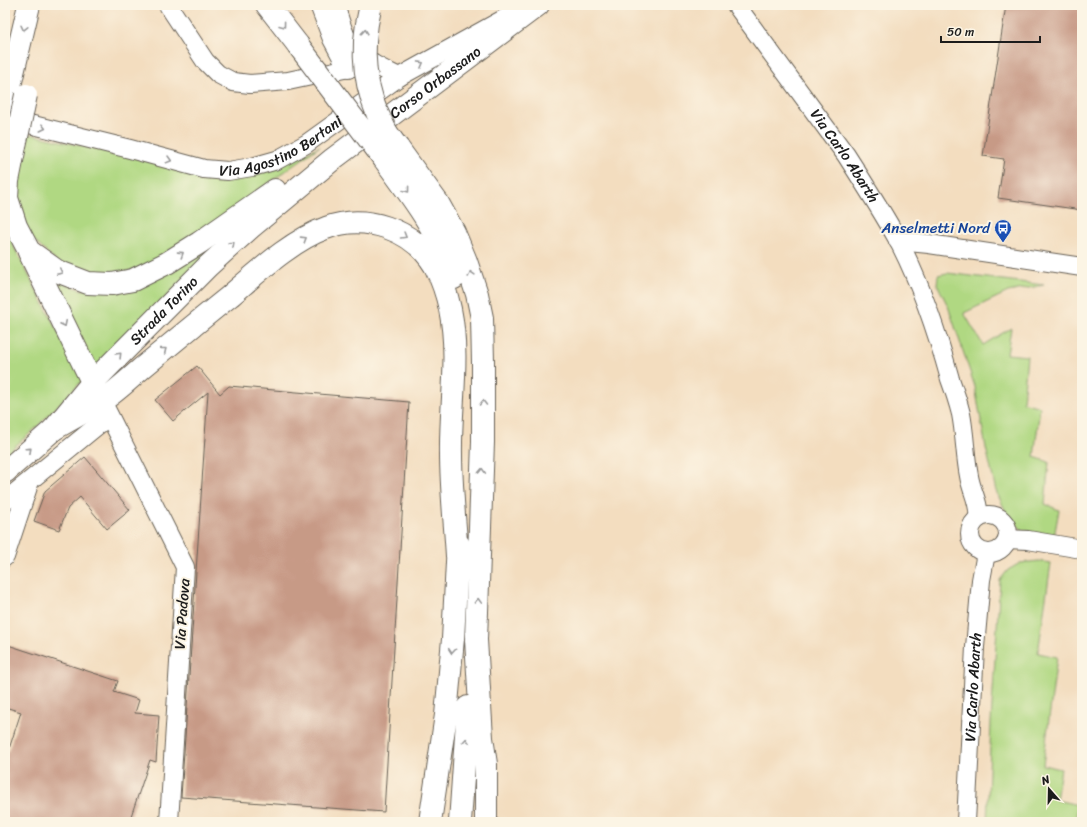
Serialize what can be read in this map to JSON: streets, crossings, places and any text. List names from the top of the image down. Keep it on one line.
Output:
{"streets":{"main road":["Corso Orbassano","Strada Torino"],"street":["Via Agostino Bertani","Via Carlo Abarth","Via Padova"]},"crossings":[["Corso Orbassano","Strada Torino"],["Strada Torino","Via Padova"]],"one_way":["Via Agostino Bertani","Strada Torino"],"places":{"bus stop":["Anselmetti Nord"]},"scale_bar":"50 m","north":"top"}
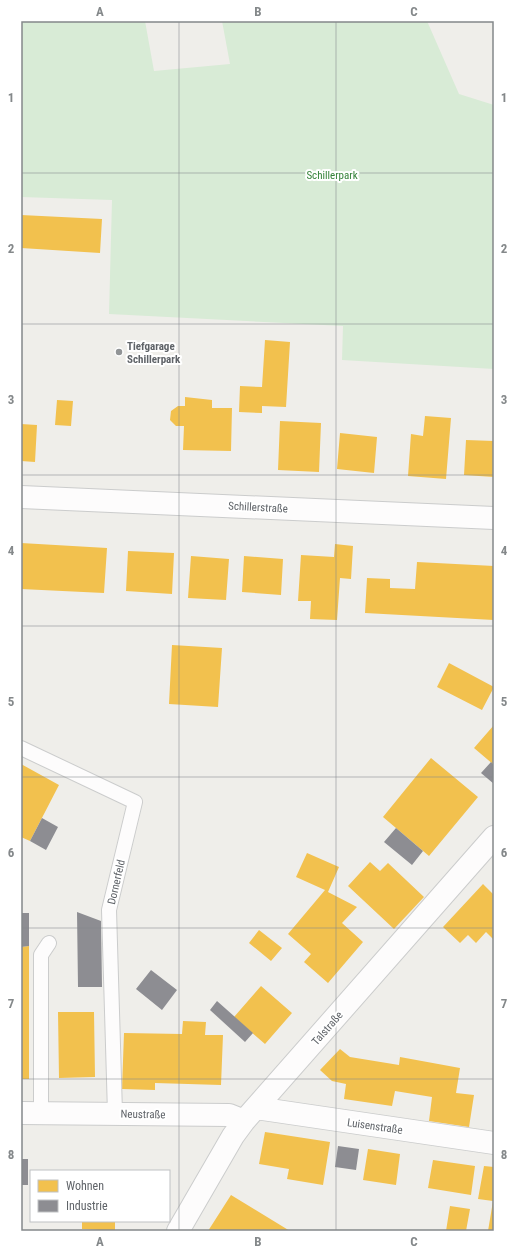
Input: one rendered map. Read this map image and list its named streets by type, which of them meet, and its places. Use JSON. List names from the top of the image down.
{
  "streets": {
    "street": [
      "Schillerstraße",
      "Talstraße",
      "Neustraße",
      "Luisenstraße"
    ],
    "lane": ["Dornerfeld"]
  },
  "crossings": [
    ["Dornerfeld", "Neustraße"],
    ["Talstraße", "Neustraße"],
    ["Talstraße", "Luisenstraße"],
    ["Neustraße", "Luisenstraße"]
  ],
  "parks": ["Schillerpark"],
  "places": ["Tiefgarage Schillerpark"],
  "legend": ["Wohnen", "Industrie"],
  "grid": {
    "columns": ["A", "B", "C"],
    "rows": [
      "1",
      "2",
      "3",
      "4",
      "5",
      "6",
      "7",
      "8"
    ]
  }
}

_ _ _

WHAT NEEDS TO BE DONE:
Retype the data above verbatim, minus images.

THE COMPLETED TASK:
Serialize what can be read in this map to JSON: streets, crossings, places and any text. List names from the top of the image down. Keep it on one line.
Output:
{"streets":{"main road":["Corso Orbassano","Strada Torino"],"street":["Via Agostino Bertani","Via Carlo Abarth","Via Padova"]},"crossings":[["Corso Orbassano","Strada Torino"],["Strada Torino","Via Padova"]],"one_way":["Via Agostino Bertani","Strada Torino"],"places":{"bus stop":["Anselmetti Nord"]},"scale_bar":"50 m","north":"top"}
Input: one rendered map. Read this map image and list its named streets by type, which of them meet, and its places. Use JSON. List names from the top of the image down.
{
  "streets": {
    "street": [
      "Schillerstraße",
      "Talstraße",
      "Neustraße",
      "Luisenstraße"
    ],
    "lane": ["Dornerfeld"]
  },
  "crossings": [
    ["Dornerfeld", "Neustraße"],
    ["Talstraße", "Neustraße"],
    ["Talstraße", "Luisenstraße"],
    ["Neustraße", "Luisenstraße"]
  ],
  "parks": ["Schillerpark"],
  "places": ["Tiefgarage Schillerpark"],
  "legend": ["Wohnen", "Industrie"],
  "grid": {
    "columns": ["A", "B", "C"],
    "rows": [
      "1",
      "2",
      "3",
      "4",
      "5",
      "6",
      "7",
      "8"
    ]
  }
}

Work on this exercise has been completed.